A quick look at data science
By Neil Sammut
An article in the Harvard Business Review called the Data Scientist the sexiest job of the 21st century. This never fails to put a grin on my face, because some of the work we have done here at iMovo has more than just shyly dipped a toe into the silvery waters of data science. Though I wish that this would, transitively, imply that I am the sexiest employee this century, I think I will settle for being able to have a lot of fun with data at the office.
So what exactly is this job that the Harvard Business Review got so hot under the collar for?
The work of a Data Scientist is best explained when contrasted against that of a Business Intelligence specialist. The majority of Business Intelligence work centres around constructing and maintaining data warehouses and its reporting modules. These warehouses are, in turn, filled with clean historical data that allows employees to analyse past activity. Historical data is rooted in certainty, and as the famous (mis)quotation goes, “therein lies the rub”.
The nature of predictive analysis and pattern identification is highly experimental. A data scientist would root around messy wads of data, searching for patterns and new insights. While Business Intelligence systems are built to answer the questions that business users have, Data Science explores the data and finds answers to questions that users never thought to ask.
An example of this is the discovery made by the data science team at Netflix, where it was found that customers who added a certain number of films to their wish list were more likely to become long-term customers. This kind of exploratory work requires analytical skills, mathematics, statistics, good programming skills and a good grasp of data management. It requires a more “scientific” approach to solving problems. “Data Scientific”, to be more specific.
So what happens once a data scientist has had their way with data? Well, a number of things happen. A biblically verbose report could be written and sent around, which in turn could perhaps precipitate changes in the way a business operates. Taking the Netflix example once again, the service now encourages users to fill their wish-list and has a more comprehensive trial service.
The data scientist might even work with the Business Intelligence specialist to find ways of adding any new discoveries to the data warehouse. Some companies go as far as to build data products – that is, a function or a family of functions that are driven by data. The “People You May Know” feature in LinkedIn is an example of a data product.

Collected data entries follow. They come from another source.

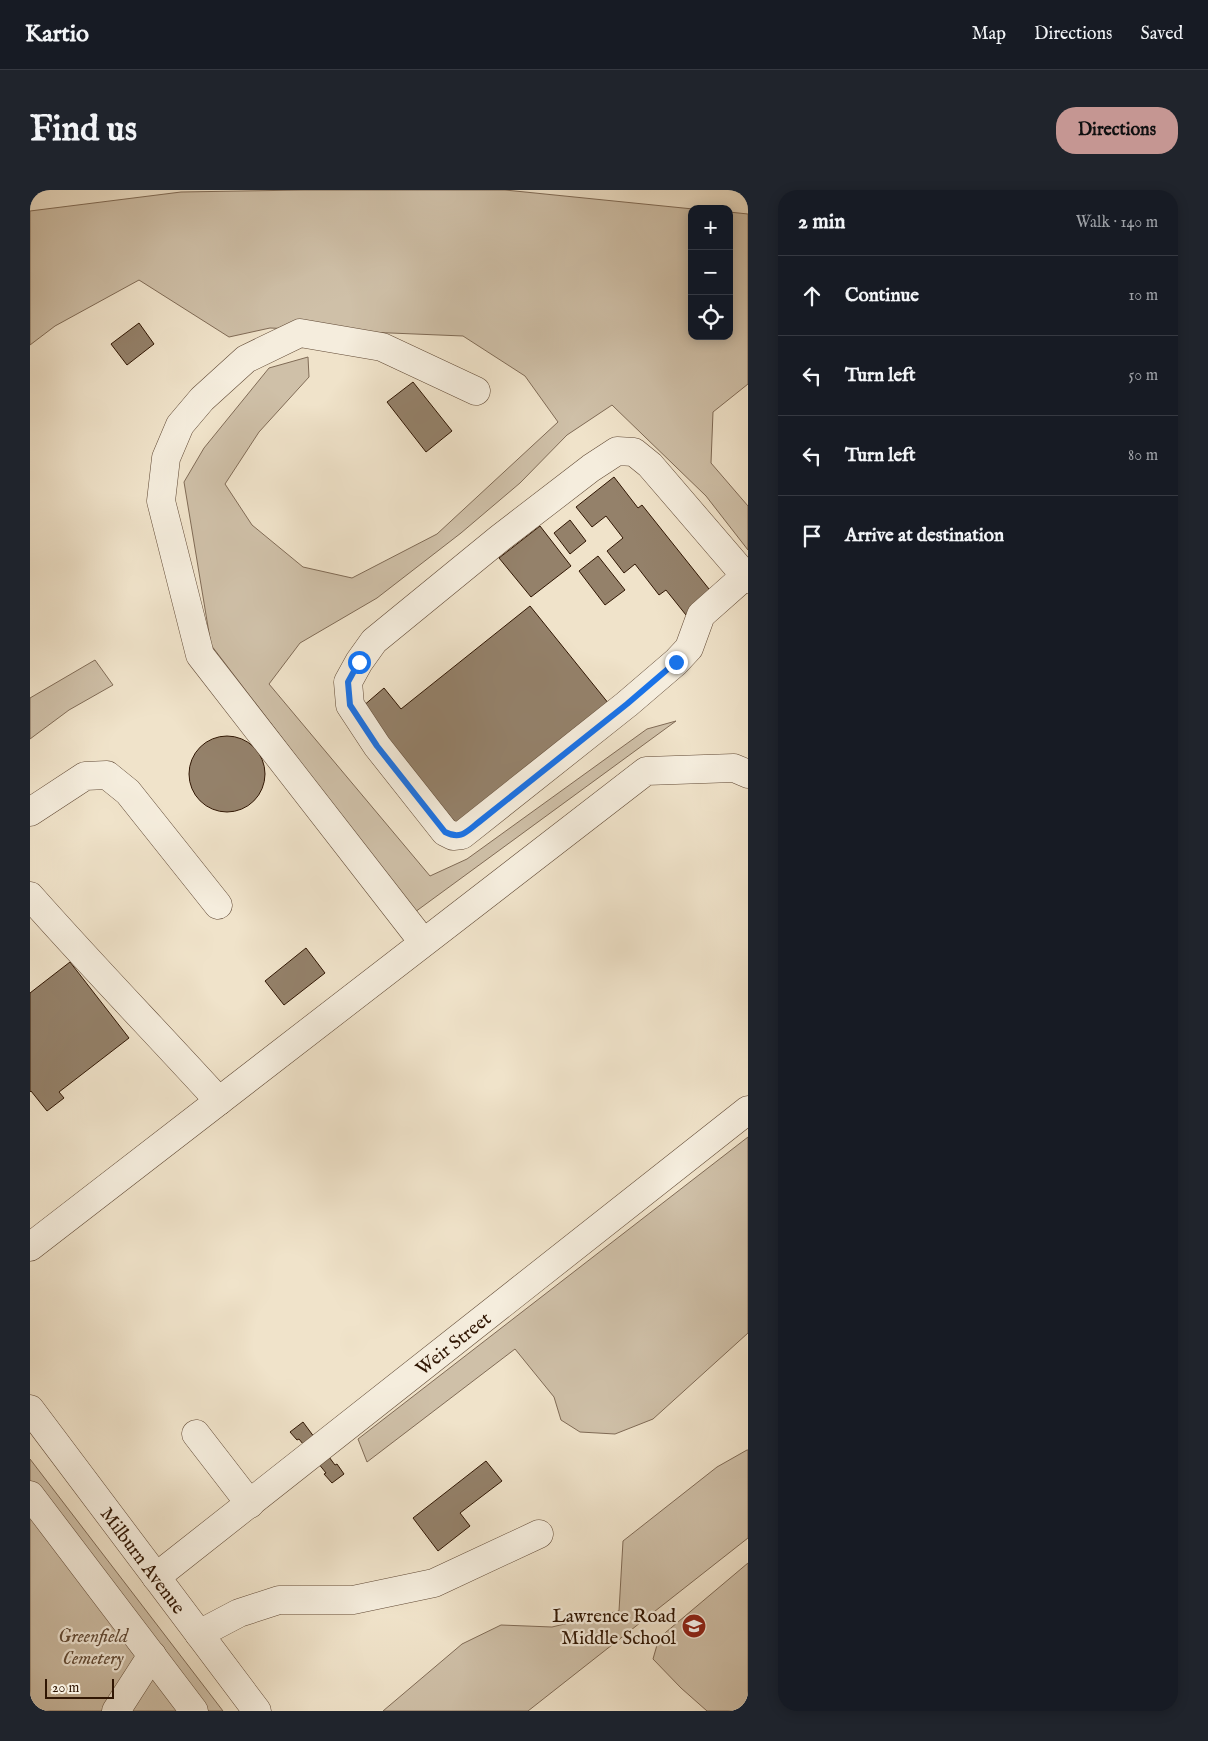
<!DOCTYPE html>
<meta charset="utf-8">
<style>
:root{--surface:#171b24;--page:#20242c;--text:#f1f3f6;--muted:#9ea1a6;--line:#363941;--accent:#c59692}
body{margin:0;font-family:"IM FELL English",serif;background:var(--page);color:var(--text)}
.controls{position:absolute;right:15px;top:15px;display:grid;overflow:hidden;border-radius:10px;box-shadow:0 2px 12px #0003}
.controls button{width:45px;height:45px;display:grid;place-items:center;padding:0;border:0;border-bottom:1px solid var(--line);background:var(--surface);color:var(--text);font:25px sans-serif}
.scale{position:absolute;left:15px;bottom:12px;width:69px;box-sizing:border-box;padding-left:5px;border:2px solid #301603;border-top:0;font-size:14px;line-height:18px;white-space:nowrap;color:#301603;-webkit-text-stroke:4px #f5eddd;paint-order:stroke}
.stop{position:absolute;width:15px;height:15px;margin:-11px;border:4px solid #1a73e8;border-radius:50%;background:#fff}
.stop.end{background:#1a73e8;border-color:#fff;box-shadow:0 1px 5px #0008}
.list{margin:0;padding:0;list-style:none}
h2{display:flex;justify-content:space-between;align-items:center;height:65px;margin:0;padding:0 20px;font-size:21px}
h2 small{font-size:16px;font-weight:400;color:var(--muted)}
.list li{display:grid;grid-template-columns:32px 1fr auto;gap:15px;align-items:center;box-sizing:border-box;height:80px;padding:0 20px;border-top:1px solid var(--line)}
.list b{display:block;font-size:19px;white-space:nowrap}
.list em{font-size:16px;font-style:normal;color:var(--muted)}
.icon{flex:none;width:28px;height:28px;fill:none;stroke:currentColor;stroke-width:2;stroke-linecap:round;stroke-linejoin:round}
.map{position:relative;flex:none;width:718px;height:1521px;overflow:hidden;border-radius:20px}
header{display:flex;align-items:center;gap:30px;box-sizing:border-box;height:70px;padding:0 25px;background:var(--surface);border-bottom:1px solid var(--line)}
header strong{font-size:24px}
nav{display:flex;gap:28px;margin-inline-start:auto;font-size:18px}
.intro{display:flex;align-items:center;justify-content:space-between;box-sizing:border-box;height:120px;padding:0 30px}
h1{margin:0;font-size:35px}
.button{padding:12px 22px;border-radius:20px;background:var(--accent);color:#111;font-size:18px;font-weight:700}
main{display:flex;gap:30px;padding:0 30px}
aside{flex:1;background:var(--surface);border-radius:20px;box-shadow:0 2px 12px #0003}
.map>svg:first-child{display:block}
</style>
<header>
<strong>Kartio</strong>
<nav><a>Map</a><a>Directions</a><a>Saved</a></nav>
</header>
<div class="intro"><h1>Find us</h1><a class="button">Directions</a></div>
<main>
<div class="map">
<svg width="718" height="1521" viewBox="0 0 718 1521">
<rect width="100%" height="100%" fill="#f0e3ca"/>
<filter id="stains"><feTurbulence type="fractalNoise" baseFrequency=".004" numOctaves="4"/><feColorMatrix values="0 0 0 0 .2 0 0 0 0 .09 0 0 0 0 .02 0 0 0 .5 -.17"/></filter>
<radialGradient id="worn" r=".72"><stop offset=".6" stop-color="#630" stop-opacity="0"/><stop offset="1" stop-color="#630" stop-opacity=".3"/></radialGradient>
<path fill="#cfc0a8" stroke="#806b56" d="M274,0H475L663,19H662V146H699V22L718,24V194L683,222L681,273L718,316V360L676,306L582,215L537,245L490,293L431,343L347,408L270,453L239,494L400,686L437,669L617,539L646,531L385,722L181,455L154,292L174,258L239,178L278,167L279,187L229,242L195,294L222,335L273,377L322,388L407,344L528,232L495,186L433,146L240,138L199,147L109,90L25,136L0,155V21L151,2Z
M65,470L83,495L39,520L0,549V508Z
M718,947V1143L623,1229L585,1244L550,1242L531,1230L524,1207L485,1159L337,1272L328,1249Z
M717,1260H718V1348L498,1521H353L432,1454L471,1435L522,1437L589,1421L593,1351L687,1277Z
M0,1269L193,1521H0Z
M718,1373V1521H677L651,1498L623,1469L629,1448Z"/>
<path fill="#94816a" stroke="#301603" d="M109,133L124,154L97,175L81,154Z
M383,192L422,241L396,262L357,212Z
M584,287L608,318L612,315L683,404L656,425L636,400L629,405L605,374L594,383L577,361L593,348L576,326L562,337L546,317Z
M540,330L556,351L540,364L524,343Z
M510,336L541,376L501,407L469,368Z
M568,366L595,400L575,415L549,381Z
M500,416L579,514L428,636L332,517L354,498L371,519Z
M159 584a38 38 0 1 1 76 0a38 38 0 1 1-76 0Z
M276,758L295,783L254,815L235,791Z
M40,772L99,848L29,902L34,908L17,921L1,901L0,902V803Z
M273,1232L305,1275L307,1274L314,1284L302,1293L294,1284L296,1283L269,1249L267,1250L260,1242Z
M456,1271L472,1291L430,1323L440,1336L408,1361L383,1328Z"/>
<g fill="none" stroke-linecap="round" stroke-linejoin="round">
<defs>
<g id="minor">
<path d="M715,386L671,425L659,458L646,472L597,514L432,645L423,646L415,642L347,556L320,515L318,492L329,472L344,451L470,348L561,278L587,261L604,262L620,275L718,389"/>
<path d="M0,622L55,586L77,585L98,602L188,715"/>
<path d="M0,706C62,776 126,842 189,911"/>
<path d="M393,752L170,465L131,311L136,268L150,235L172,209L216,169L270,143L352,157L446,201"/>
<path d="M0,1057L616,581L704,578L718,584"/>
<path id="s1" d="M0,1219L227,1521"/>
<path d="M166,1244L220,1314"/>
<path d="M0,1305L164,1521"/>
<path id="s2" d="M126,1387L718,920"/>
<path d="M169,1444L209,1423L249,1410H323L404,1393L509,1344"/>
<path d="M86,1521L122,1465"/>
</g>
</defs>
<use href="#minor" stroke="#604935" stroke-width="29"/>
<use href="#minor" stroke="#f5eddd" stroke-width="28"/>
</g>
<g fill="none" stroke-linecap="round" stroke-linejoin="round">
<path stroke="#1a73e8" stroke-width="6" d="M329,472L318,492L320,515L347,556L415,642C431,650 436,642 449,632L597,514L646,472"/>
</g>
<defs>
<symbol id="school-disc" viewBox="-11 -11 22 22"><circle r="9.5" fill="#8f2418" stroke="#f5eddd"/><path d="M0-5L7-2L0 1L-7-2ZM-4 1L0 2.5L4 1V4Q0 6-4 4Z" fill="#fff"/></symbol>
</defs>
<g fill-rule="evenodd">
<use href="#school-disc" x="650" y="1422" width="28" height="28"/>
</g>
<g text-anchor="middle" stroke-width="4.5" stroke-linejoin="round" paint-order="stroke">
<g font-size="19" fill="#301603" stroke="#f5eddd">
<text dy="7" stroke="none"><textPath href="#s2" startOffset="378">Weir Street</textPath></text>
<text dy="7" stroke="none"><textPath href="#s1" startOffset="189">Milburn Avenue</textPath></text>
</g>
<g font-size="19" fill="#301603" stroke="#f5eddd" text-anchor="end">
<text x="646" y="1432">Lawrence Road<tspan x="646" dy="22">Middle School</tspan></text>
</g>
<g font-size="19" font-style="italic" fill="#604935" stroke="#f5eddd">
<text x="63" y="1452">Greenfield<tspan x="63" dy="22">Cemetery</tspan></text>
</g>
</g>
<rect width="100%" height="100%" filter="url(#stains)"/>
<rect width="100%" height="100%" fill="url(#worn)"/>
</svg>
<div class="controls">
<button>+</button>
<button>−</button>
<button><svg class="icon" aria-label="locate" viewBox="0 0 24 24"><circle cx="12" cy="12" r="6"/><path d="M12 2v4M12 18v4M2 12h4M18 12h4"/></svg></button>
</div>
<div class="scale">20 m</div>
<div class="stop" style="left:329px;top:472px"></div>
<div class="stop end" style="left:646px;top:472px"></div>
</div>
<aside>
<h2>2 min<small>Walk · 140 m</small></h2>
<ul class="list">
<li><svg class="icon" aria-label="ahead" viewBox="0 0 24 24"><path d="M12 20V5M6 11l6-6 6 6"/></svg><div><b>Continue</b></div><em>10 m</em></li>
<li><svg class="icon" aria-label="left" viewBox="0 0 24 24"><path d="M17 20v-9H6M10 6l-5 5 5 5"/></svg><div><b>Turn left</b></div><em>50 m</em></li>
<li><svg class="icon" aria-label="left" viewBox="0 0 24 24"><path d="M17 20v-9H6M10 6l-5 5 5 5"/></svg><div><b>Turn left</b></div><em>80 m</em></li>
<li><svg class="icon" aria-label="arrive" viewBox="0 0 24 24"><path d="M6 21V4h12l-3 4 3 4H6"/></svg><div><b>Arrive at destination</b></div></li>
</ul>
</aside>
</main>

So what about the skills required? After leafing about monster.co.uk, looking at job vacancies and noting the requirements, I collated the profiles of the ideal Data Scientist and Business Intelligence specialist. These are summarised in the Venn diagram below. Of course, this kind of analysis is not entirely accurate – after all, an advertised vacancy is not always an accurate representation of the underlying job.
These skills corroborate everything that was written above. Data Science is exploratory, it delves into different areas and brings together a flurry of disciplines. Business Intelligence is more rigid – it focuses on curating data and serving it to the end-users in measured and calculated ways.
On that note, I should tell you all that I did not write this article to insinuate that one discipline is meant to replace the other. Even in the almighty age of Big Data, Business Intelligence is still relevant and supremely important. If anything, these disciplines are two sides of the same coin; unified in the call to empower an organisation with both hindsight and foresight.
No, I wrote this article to shamelessly tell you that the little Data Science I have done here at iMovo was bloody good fun. It’s that kind of fun that truly makes Data Science the “sexiest job of the 21st century”.